▶ _Data for this task_
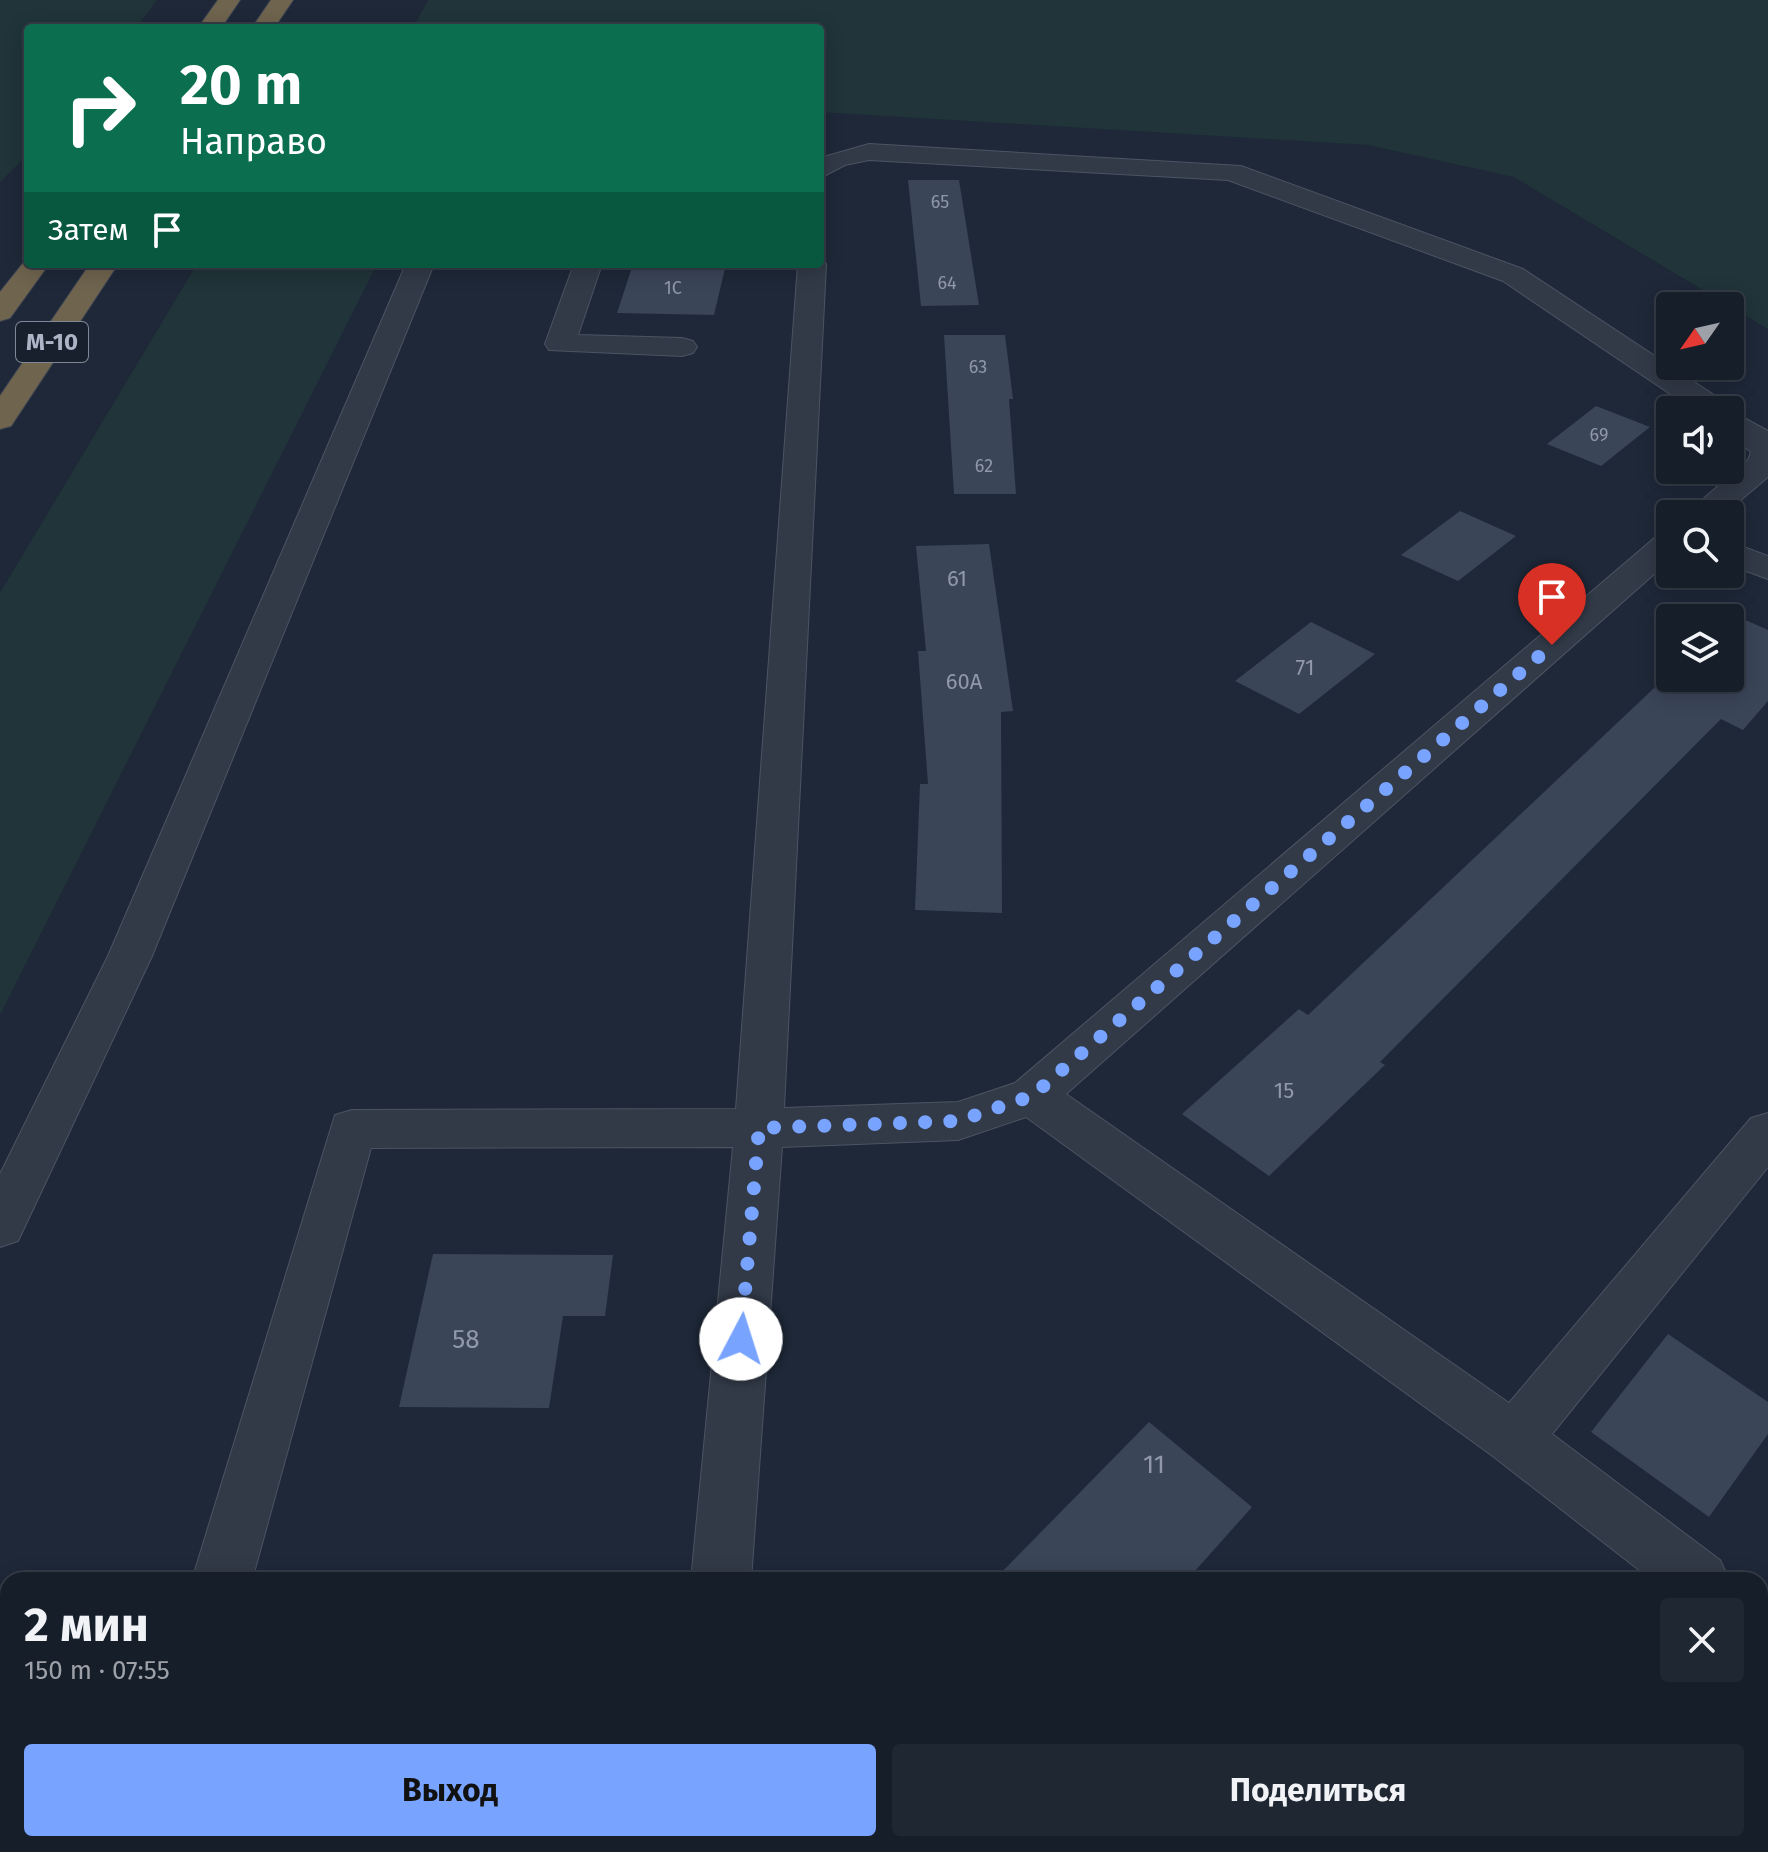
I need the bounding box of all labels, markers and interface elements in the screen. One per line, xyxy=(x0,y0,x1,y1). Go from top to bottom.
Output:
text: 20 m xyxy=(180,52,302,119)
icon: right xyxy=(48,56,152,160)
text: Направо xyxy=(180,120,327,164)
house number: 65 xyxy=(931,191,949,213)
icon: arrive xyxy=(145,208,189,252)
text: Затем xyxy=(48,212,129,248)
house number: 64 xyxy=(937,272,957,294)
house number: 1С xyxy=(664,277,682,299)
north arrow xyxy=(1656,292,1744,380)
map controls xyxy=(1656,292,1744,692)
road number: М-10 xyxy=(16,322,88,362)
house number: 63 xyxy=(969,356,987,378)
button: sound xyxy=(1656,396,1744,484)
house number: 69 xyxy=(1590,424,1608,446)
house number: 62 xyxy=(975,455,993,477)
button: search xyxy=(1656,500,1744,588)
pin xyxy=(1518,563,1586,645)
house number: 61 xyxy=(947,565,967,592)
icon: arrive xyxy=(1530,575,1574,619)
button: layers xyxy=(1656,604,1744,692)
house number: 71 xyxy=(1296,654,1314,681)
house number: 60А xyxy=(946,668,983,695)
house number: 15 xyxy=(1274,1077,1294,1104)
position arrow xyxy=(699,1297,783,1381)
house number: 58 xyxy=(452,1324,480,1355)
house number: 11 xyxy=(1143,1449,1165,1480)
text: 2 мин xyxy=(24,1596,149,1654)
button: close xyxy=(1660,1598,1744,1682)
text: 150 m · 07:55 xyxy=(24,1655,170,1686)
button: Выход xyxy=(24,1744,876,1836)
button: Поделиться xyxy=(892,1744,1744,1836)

--

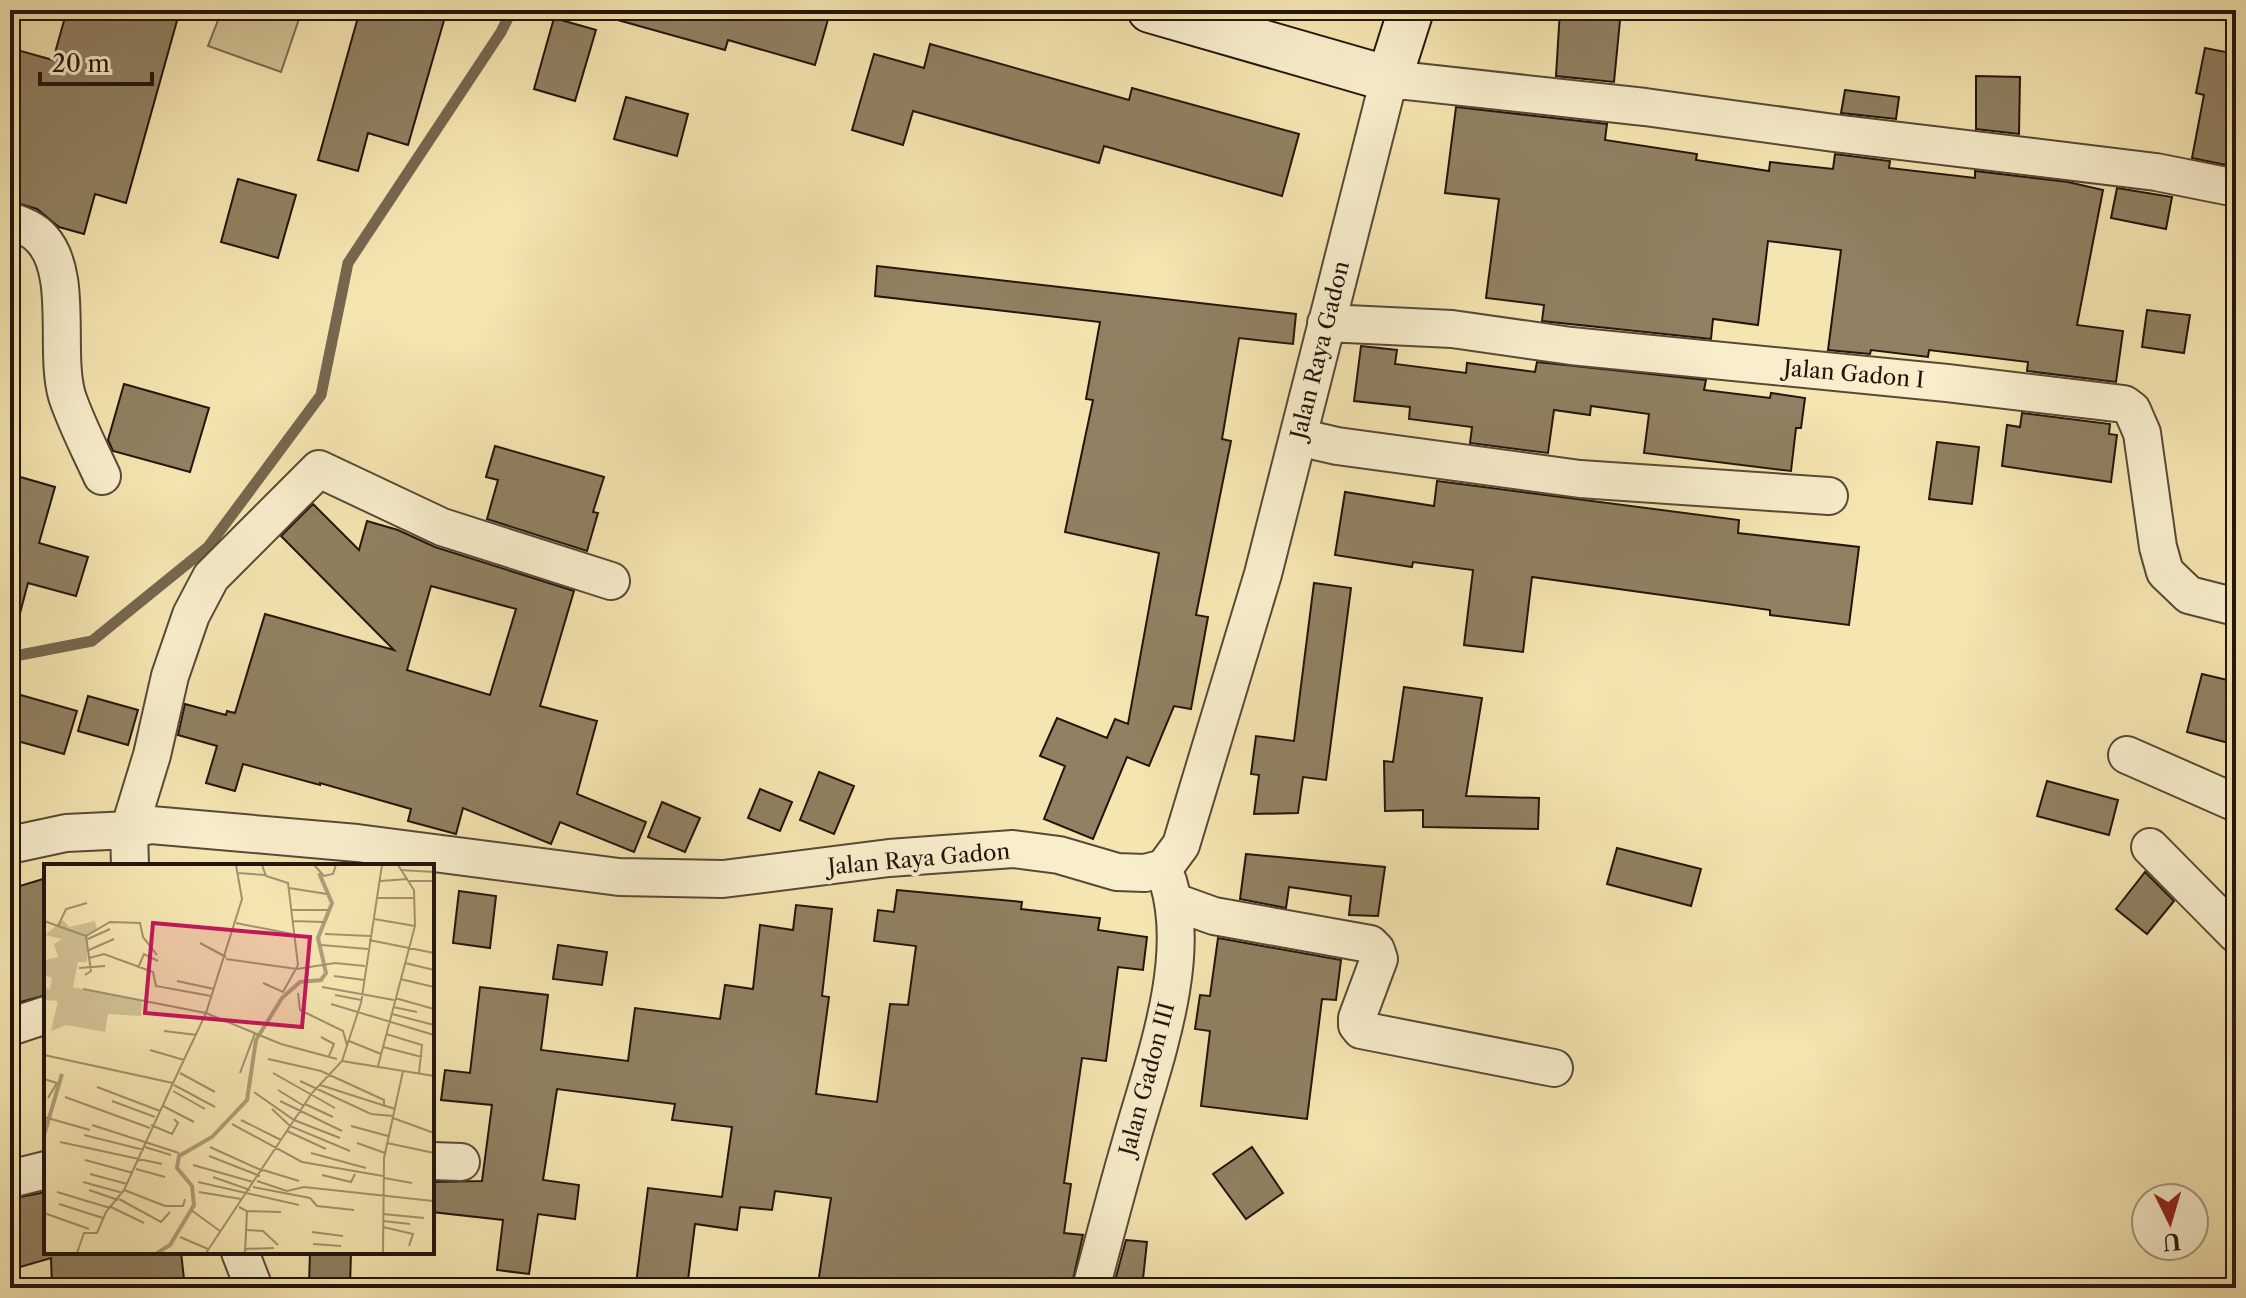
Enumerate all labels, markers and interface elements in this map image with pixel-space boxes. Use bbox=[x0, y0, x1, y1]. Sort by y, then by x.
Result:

▶ _What the exercise asks_
Look through the listing above and copy each line with the word "markers" in it.

▶ _Solved problem_
I need the bounding box of all labels, markers and interface elements in the screen. One per line, xyxy=(x0,y0,x1,y1). Go from top to bottom.
Enumerate all labels, markers and interface elements in this map image with pixel-space boxes. Use bbox=[x0, y0, x1, y1]. Sort by y, then by x.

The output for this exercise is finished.